*EXERCISE BRIEF:* Below are records; count the lines that contain "task" and give only the total.

*** Opening DATA EXCERPTS ***

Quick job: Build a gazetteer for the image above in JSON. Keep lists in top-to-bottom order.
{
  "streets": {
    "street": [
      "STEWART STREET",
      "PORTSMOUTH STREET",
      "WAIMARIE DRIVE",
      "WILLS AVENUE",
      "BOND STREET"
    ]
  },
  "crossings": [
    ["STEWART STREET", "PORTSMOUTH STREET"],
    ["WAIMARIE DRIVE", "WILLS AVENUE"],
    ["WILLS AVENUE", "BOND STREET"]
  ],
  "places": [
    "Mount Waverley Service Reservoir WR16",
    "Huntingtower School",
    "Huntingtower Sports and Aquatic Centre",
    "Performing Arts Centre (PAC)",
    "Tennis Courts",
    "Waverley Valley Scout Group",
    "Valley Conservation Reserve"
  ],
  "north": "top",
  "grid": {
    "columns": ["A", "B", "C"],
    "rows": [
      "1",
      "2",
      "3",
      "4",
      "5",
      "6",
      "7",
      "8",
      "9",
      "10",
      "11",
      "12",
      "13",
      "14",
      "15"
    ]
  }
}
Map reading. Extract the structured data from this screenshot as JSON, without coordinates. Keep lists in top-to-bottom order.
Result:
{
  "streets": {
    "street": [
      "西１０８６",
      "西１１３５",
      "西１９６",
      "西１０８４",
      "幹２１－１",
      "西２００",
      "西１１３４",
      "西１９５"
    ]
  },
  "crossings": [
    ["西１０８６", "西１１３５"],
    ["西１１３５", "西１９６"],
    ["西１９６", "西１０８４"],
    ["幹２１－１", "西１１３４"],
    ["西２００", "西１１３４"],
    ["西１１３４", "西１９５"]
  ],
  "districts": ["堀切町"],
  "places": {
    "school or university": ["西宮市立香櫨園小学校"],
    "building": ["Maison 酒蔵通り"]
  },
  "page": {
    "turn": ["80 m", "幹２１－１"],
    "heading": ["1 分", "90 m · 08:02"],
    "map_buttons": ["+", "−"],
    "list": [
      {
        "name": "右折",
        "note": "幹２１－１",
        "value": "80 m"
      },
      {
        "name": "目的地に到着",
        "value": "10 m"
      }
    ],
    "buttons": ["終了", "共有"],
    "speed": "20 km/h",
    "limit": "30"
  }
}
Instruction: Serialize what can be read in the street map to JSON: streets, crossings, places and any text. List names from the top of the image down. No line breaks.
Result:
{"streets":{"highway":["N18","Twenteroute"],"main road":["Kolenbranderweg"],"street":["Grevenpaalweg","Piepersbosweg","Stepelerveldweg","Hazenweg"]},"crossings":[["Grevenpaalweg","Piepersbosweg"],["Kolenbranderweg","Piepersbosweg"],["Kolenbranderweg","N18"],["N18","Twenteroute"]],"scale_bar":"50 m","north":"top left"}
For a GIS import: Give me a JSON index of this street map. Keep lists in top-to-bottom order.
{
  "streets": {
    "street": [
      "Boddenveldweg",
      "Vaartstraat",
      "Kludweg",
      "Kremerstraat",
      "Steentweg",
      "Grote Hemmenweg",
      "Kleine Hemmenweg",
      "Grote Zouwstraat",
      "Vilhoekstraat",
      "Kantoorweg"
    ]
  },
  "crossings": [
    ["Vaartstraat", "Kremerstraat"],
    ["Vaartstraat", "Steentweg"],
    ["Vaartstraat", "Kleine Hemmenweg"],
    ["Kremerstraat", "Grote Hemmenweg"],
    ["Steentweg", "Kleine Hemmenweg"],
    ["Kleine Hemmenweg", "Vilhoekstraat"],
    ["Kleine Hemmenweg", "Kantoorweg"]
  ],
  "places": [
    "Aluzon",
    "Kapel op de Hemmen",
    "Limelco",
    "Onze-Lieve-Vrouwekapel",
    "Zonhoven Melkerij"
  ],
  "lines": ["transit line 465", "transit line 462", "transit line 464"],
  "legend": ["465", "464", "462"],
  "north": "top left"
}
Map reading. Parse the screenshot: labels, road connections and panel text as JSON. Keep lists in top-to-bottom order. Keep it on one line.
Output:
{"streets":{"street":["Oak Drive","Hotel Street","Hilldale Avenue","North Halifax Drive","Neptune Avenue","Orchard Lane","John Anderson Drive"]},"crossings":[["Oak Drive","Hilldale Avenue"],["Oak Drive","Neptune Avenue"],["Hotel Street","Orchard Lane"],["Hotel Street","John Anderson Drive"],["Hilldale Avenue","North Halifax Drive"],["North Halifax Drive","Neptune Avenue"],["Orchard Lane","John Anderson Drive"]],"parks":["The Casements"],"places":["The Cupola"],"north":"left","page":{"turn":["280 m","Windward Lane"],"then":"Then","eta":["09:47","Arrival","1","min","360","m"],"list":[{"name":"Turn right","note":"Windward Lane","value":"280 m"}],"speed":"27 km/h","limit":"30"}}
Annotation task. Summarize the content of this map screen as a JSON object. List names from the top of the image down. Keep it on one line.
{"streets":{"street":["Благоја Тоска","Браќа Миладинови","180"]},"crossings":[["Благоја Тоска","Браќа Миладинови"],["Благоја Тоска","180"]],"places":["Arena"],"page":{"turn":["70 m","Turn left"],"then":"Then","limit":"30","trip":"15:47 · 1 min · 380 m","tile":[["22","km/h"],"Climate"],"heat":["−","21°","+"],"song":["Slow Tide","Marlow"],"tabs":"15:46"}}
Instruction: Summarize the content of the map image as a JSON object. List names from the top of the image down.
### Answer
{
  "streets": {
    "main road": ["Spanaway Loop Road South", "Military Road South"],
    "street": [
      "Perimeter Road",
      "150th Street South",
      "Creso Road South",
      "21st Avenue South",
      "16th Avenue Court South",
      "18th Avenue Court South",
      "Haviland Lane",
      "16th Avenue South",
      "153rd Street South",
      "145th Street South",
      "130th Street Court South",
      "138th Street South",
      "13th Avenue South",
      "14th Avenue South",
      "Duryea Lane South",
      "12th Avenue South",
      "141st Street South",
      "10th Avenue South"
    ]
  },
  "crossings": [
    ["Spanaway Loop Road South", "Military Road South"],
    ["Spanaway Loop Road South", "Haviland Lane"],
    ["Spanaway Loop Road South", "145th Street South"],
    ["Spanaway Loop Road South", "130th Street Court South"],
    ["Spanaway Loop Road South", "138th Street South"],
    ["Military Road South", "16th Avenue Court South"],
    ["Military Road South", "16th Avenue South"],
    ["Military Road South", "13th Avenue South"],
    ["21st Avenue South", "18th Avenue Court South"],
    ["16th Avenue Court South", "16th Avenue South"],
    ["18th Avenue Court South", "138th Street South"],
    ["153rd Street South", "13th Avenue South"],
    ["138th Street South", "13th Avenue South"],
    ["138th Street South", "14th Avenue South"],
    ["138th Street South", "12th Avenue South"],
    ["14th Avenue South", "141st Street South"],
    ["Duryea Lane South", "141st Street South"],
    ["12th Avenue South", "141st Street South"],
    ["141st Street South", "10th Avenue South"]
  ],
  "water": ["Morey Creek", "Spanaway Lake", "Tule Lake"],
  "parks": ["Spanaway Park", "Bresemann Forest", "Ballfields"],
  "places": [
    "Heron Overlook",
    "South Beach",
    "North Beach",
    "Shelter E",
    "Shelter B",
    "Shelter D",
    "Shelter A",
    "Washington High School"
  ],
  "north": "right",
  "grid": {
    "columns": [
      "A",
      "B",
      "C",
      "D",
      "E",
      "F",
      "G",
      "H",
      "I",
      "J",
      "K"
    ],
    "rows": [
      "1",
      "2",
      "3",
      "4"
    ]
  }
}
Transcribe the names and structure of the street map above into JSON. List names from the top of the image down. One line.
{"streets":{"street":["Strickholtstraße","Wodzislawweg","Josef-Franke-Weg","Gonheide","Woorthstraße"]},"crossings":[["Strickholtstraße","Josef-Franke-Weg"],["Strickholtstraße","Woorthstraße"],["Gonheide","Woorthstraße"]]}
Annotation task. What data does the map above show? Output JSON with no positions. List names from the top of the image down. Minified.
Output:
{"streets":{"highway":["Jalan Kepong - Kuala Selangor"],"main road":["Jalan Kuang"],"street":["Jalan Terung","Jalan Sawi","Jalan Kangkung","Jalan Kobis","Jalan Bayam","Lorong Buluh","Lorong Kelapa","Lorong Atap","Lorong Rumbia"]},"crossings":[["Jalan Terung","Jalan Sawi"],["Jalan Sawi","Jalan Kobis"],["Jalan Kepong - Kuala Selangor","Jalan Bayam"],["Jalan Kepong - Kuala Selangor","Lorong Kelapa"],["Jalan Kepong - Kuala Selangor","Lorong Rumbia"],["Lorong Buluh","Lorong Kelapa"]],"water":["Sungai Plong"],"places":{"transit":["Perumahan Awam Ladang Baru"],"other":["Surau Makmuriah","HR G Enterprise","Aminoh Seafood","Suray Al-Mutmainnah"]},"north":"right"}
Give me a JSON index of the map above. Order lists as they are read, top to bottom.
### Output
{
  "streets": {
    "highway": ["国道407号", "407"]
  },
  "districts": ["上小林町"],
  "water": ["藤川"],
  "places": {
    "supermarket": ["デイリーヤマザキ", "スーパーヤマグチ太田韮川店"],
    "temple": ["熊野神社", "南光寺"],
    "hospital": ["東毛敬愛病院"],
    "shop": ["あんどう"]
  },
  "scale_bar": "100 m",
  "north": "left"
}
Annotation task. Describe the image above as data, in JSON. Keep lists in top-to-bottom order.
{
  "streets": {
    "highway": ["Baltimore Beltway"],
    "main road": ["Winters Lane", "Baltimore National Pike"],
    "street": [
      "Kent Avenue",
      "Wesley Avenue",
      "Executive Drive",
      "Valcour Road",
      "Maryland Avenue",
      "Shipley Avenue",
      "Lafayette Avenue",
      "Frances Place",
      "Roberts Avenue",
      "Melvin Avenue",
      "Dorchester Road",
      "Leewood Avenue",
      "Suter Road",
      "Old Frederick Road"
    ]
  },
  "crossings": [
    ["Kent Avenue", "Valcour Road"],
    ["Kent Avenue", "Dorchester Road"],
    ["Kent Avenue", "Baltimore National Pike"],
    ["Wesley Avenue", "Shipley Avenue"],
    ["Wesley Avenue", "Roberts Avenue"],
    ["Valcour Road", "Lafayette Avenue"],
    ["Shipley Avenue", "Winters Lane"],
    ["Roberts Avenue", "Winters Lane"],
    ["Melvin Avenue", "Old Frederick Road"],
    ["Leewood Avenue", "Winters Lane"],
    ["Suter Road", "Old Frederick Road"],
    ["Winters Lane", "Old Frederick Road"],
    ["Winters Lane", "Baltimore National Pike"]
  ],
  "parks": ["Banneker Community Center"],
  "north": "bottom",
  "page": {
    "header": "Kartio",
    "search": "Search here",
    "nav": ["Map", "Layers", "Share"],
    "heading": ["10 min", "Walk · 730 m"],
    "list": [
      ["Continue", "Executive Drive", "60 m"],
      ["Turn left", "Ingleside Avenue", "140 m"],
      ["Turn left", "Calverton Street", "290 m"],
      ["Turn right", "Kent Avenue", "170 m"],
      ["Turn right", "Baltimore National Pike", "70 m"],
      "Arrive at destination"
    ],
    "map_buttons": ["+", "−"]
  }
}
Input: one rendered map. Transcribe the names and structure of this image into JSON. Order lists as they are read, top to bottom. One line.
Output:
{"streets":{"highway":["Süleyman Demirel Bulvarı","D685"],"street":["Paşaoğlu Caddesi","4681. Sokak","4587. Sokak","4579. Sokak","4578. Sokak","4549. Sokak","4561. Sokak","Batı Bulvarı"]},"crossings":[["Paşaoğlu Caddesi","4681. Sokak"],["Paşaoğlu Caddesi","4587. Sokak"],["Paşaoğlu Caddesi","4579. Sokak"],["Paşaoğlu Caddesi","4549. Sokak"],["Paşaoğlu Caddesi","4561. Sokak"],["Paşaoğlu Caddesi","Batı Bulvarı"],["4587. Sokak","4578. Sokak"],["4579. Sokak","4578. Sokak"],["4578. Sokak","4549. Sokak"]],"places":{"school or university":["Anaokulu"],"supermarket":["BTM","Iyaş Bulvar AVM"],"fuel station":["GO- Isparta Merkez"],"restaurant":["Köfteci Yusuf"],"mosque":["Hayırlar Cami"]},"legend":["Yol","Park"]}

*** Closing DATA EXCERPTS ***

*SOLUTION:* 3